Fiumi: il federalismo non funziona
Nel 2001, con la modifica del titolo V Regioni, Province e Comuni si prendono progressivamente la gestione del territorio e la dividono lungo i confini amministrativi, e la visione unitaria si perde. Il risultato è che se una Regione, per evitare allagamenti, deve rompere un argine che sta su un confine, l’altra Regione si oppone perché ritiene che i suoi campi siano più utili di quelli della Regione adiacente. All’interno di una stessa Regione le competenze vengono poi a loro volta spezzettate. Quindi nel caso della Romagna per esempio, l’ufficio della provincia di Ravenna si occupa del tratto del fiume ravennate, quello di Forlì del tratto di Forlì, quello che va a verso Bologna l’ufficio di Bologna. Tutti questi uffici però sono inquadrati dentro l’Agenzia Sicurezza Territoriale e Protezione civile Regionale, che essendosi sempre occupata di emergenza fa fatica a fare anche prevenzione, e la figura del sorvegliante ambientale è stata abolita. Considerata la portata dell’evento, non c’è dubbio che in Romagna gli uffici preposti abbiano operato al massimo delle loro possibilità. La sostanza del problema però è che ogni Regione si preoccupa del suo territorio, fregandosene dei danni che può provocare alla Regione confinante, e in questo quadro di disonestà politica e culturale avvengono le tragedie evitabili e si amplificano quelle provocate da eventi estremi.

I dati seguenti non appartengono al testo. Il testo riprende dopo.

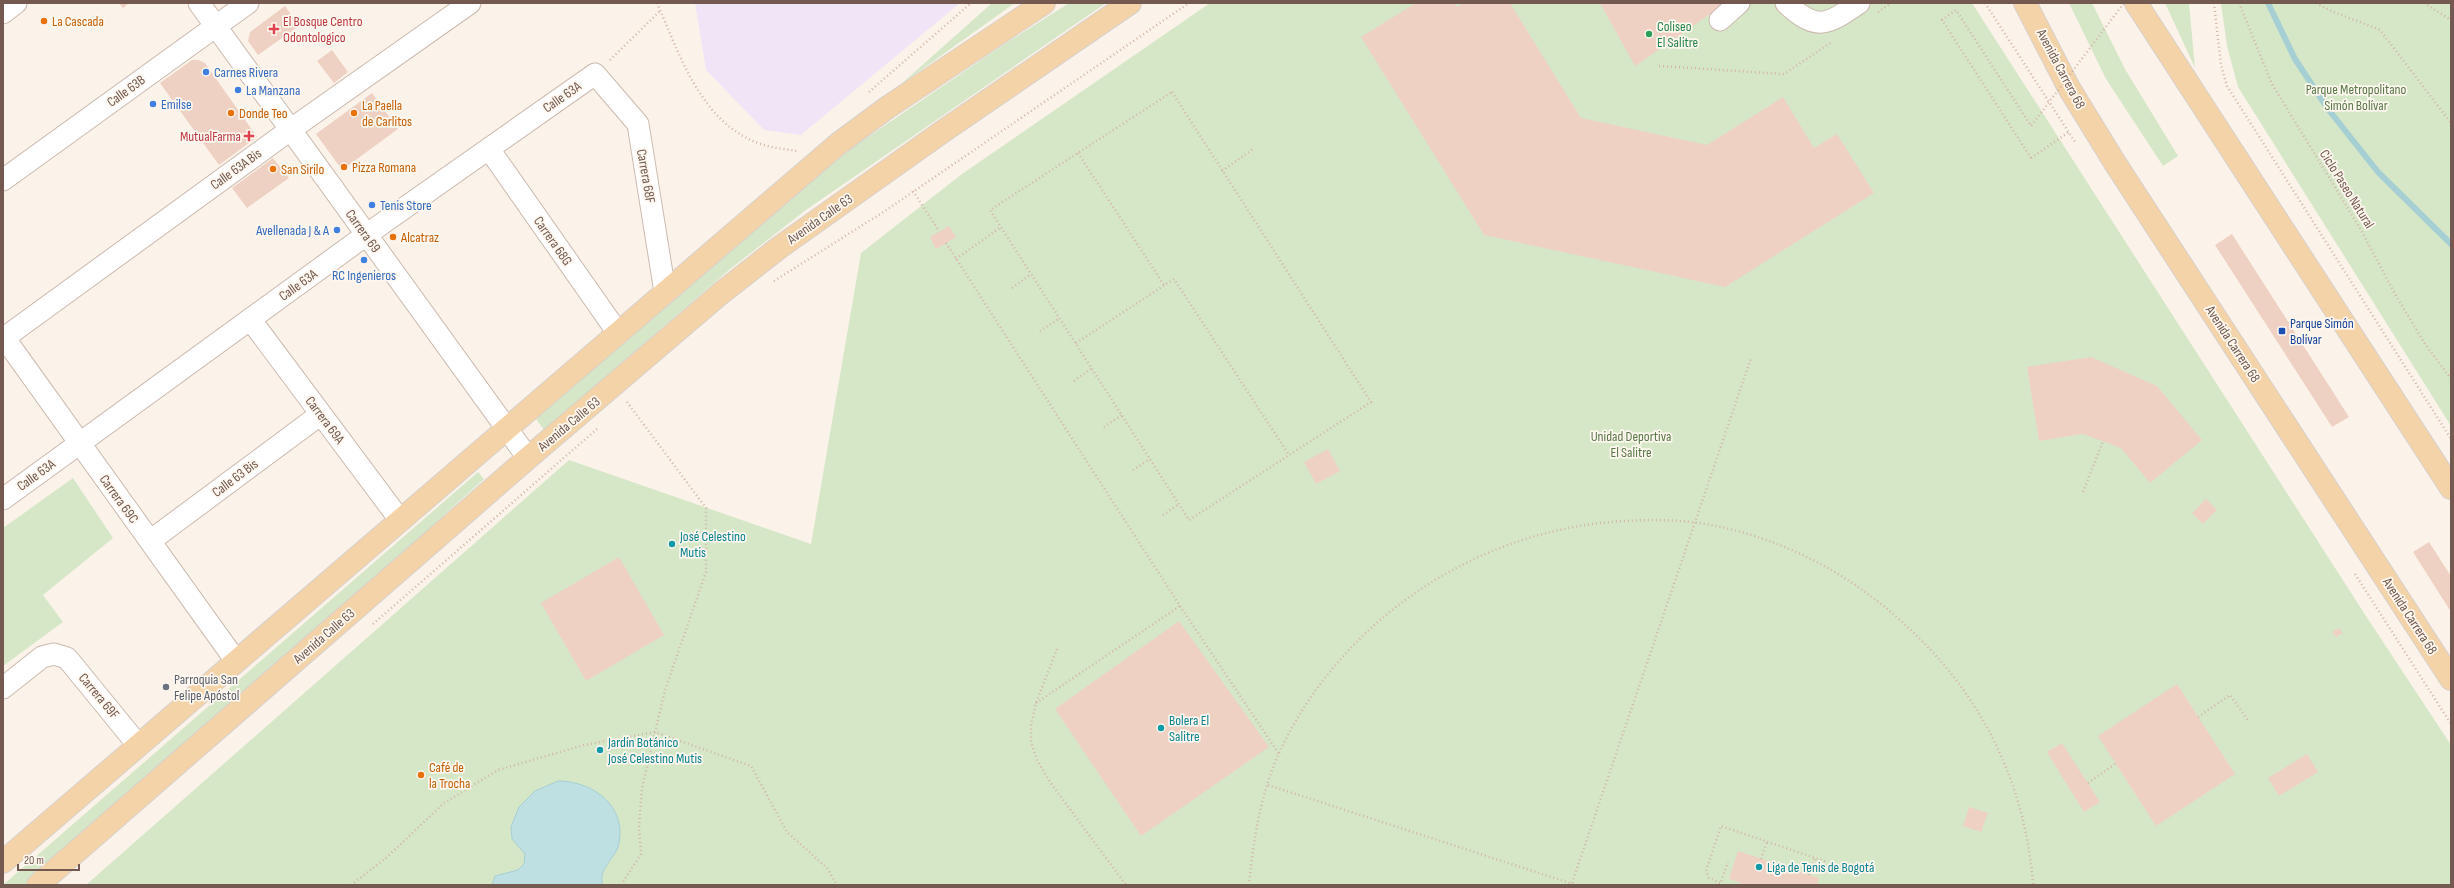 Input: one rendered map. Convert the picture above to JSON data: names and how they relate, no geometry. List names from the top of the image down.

La legge sul consumo di suolo
Dopo Lombardia e Veneto, Ispra mette l’Emilia Romagna al terzo posto per consumo di suolo. Una legge nazionale sulla sua riduzione ancora non c’è. L’Emilia Romagna si fa la sua nel 2017, ed è la prima Regione a darsi un limite massimo del 3% della superfice urbanizzata. La legge prevede un periodo transitorio di 5 anni, che diventano 6 grazie a un emendamento del consigliere leghista Pompignoli. Il 30 maggio scorso, alla Camera, 14 deputati della Lega presentano un emendamento dal titolo: «Disposizioni urgenti per la mitigazione del rischio alluvioni». La sostanza è questa: i presidenti delle Regioni e i sindaci possono autorizzare in via d’urgenza soggetti pubblici e privati a estrarre sedimenti, sabbia e ghiaia dal letto dei fiumi e torrenti fino al ripristino del livello storico dell’ alveo (e quale sarebbe?). L’emendamento viene dichiarato inammissibile, ma probabilmente verrà ripresentato. Il prof. Roberto Passino, fondatore dell’Istituto ricerca sulle acque del Cnr, nonché segretario generale dell’autorità di bacino del Po dal 1991 al 2002, dichiara: «Questa è un’attività rigidamente normata, perché l’alveo dei fiumi, privi di ghiaia e sabbia a causa dei continui prelevamenti, aumenta la velocità dell’acqua e il pericolo. Ne emerge che lo scopo non sia quello di pensare alla sicurezza, ma di aumentare il potere delle Regioni».
Il Commissario che non c’è
E ora c’è da ricostruire la Romagna. È evidente che non si potrà fare tutto negli stessi luoghi: la natura ha dimostrato che non può essere piegata alla volontà dell’uomo. Per fare queste operazioni ci vuole un Commissario, e quello naturale sarebbe il Presidente della Regione Bonaccini, proprio perché il suo territorio lo conosce bene. Salvini è contrario ma non spiega il perché. Sta di fatto, che la Presidente del Consiglio ha messo la questione in stand by. Chiunque arrivi, a operare saranno i funzionari dei Comuni e delle Province, insieme a quelli regionali. Quindi si va alla duplicazione dei centri di responsabilità rallentando il processo. Suona come una cinica rivalsa politica mentre un’intera regione sta soffrendo.